Whether you were in “actual physical control” comes down to the judge’s consideration of the specific facts surrounding your case.
Marijuana DUI Penalties
The most common punishments for DUI offenses are a fine, jail (or prison) time, or both. Many states will also impose some length of license suspension or require the use of an ignition interlock device, so that the defendant’s vehicle will not start without a clean breathalyzer sample. Specific penalties for DUI convictions vary by state, though all states impose some combination of the following to punish DUI convictions:
jail (or prison) time
victim impact program participation
home confinement (also known as house arrest)
ignition interlock device use
vehicle impoundment or forfeiture, and
drug and alcohol abuse programs.
Within each state, the severity of the applicable penalties in each case usually depends on whether the offense was a first or subsequent violation, and aggravating factors may increase applicable penalties (see below).
The following circumstances will increase the penalties that would normally apply to a DUI conviction.
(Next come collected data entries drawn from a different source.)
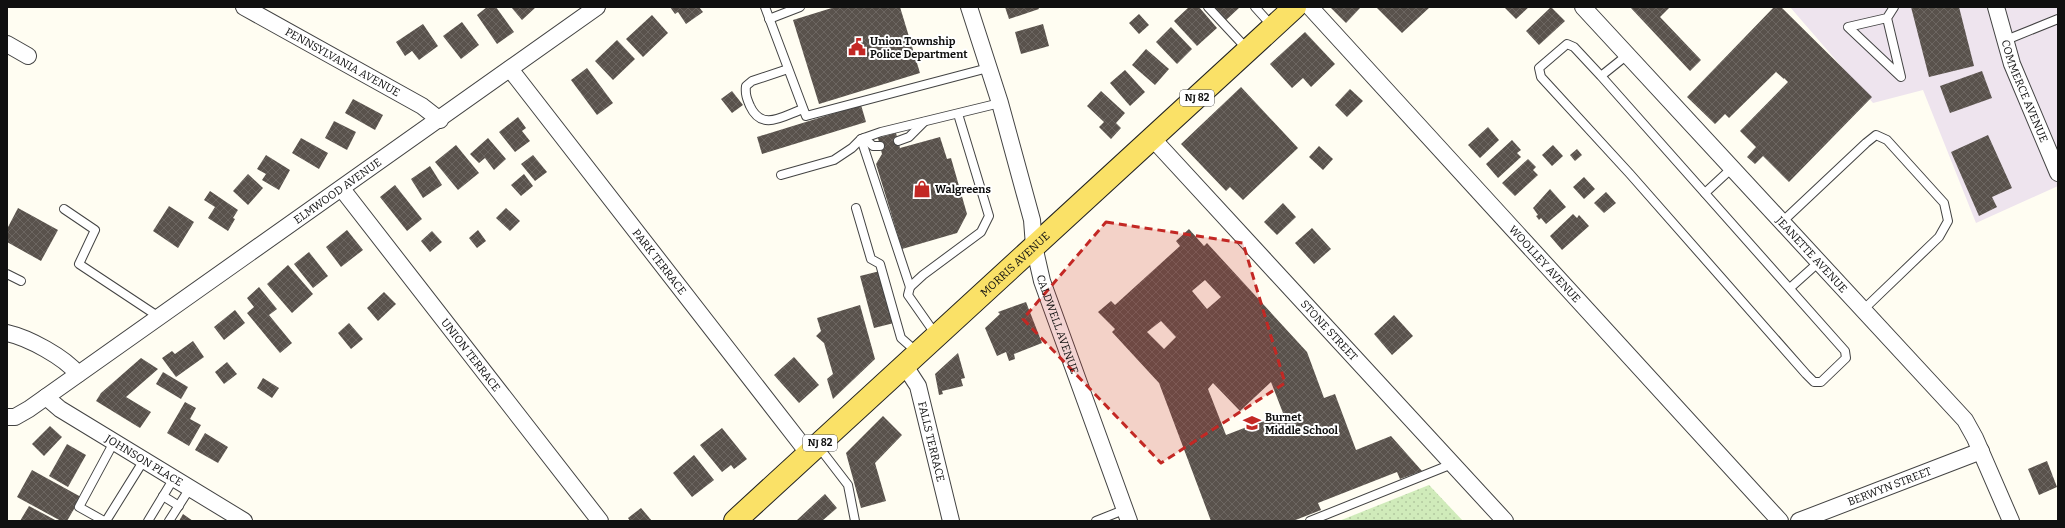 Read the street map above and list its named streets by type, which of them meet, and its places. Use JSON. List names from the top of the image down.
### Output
{
  "streets": {
    "main road": ["NJ 82", "MORRIS AVENUE"],
    "street": [
      "PENNSYLVANIA AVENUE",
      "COMMERCE AVENUE",
      "ELMWOOD AVENUE",
      "JEANETTE AVENUE",
      "PARK TERRACE",
      "WOOLLEY AVENUE",
      "CALDWELL AVENUE",
      "STONE STREET",
      "UNION TERRACE",
      "FALLS TERRACE",
      "JOHNSON PLACE",
      "BERWYN STREET"
    ]
  },
  "crossings": [
    ["PENNSYLVANIA AVENUE", "ELMWOOD AVENUE"],
    ["ELMWOOD AVENUE", "PARK TERRACE"],
    ["ELMWOOD AVENUE", "UNION TERRACE"],
    ["ELMWOOD AVENUE", "JOHNSON PLACE"],
    ["JEANETTE AVENUE", "BERWYN STREET"],
    ["PARK TERRACE", "MORRIS AVENUE"],
    ["MORRIS AVENUE", "CALDWELL AVENUE"],
    ["MORRIS AVENUE", "STONE STREET"],
    ["MORRIS AVENUE", "FALLS TERRACE"]
  ],
  "places": {
    "public building": ["Union Township Police Department"],
    "shop": ["Walgreens"],
    "school or university": ["Burnet Middle School"]
  }
}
These include (but are not limited to):
second and subsequent offenses
a minor in the vehicle at time of offense (sometimes referred to as “child endangerment”)
a minor as the defendant
DUI while driving on a suspended license
DUI while driving a school bus
causing a traffic accident, property damage, bodily injury, or death, and
driving with particularly elevated alcohol or drug content levels
Sentence ranges and mandatory minimum sentences
Although many state statutes list maximum fines, jail time, and license suspension periods, unless the law requires minimum fines, jail time, and suspension, the judge usually has discretion to sentence for periods up to the various maximums. This means that a defendant can theoretically end up with no, or very low, jail time and penalties.
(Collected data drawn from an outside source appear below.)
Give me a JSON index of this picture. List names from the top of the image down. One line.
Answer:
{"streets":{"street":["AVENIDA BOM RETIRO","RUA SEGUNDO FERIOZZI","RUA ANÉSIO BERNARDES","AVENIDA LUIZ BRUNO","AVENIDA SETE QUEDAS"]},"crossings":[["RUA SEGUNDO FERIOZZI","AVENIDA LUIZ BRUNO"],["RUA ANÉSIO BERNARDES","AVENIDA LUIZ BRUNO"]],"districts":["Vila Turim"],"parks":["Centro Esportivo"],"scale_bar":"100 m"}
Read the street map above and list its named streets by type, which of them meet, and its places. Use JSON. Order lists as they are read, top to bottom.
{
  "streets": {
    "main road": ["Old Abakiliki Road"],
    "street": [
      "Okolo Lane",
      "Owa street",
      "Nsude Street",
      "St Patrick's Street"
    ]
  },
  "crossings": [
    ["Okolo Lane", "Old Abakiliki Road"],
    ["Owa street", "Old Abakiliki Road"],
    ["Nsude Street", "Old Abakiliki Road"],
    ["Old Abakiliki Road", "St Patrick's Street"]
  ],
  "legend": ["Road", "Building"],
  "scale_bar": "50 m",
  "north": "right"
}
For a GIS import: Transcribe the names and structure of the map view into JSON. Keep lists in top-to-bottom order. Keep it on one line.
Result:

Defendants who have prior DUI convictions probably can’t count on a mild sentence due to the absence of a mandatory minimum sentence in the statute, however. In all states, penalties increase for second and subsequent offenses, and in most states, that means mandatory minimum penalties for these subsequent violations. However, often there’s a “wash out” provision—a rule that effectively makes a prior DUI of a certain age go away for purposes of enhancing subsequent sentences. For example, a mandatory minimum may apply to a current conviction only if the prior conviction was incurred less than five, seven, or ten years ago. When a prior has washed out, the subsequent offense is treated as a first offense for punishment purposes.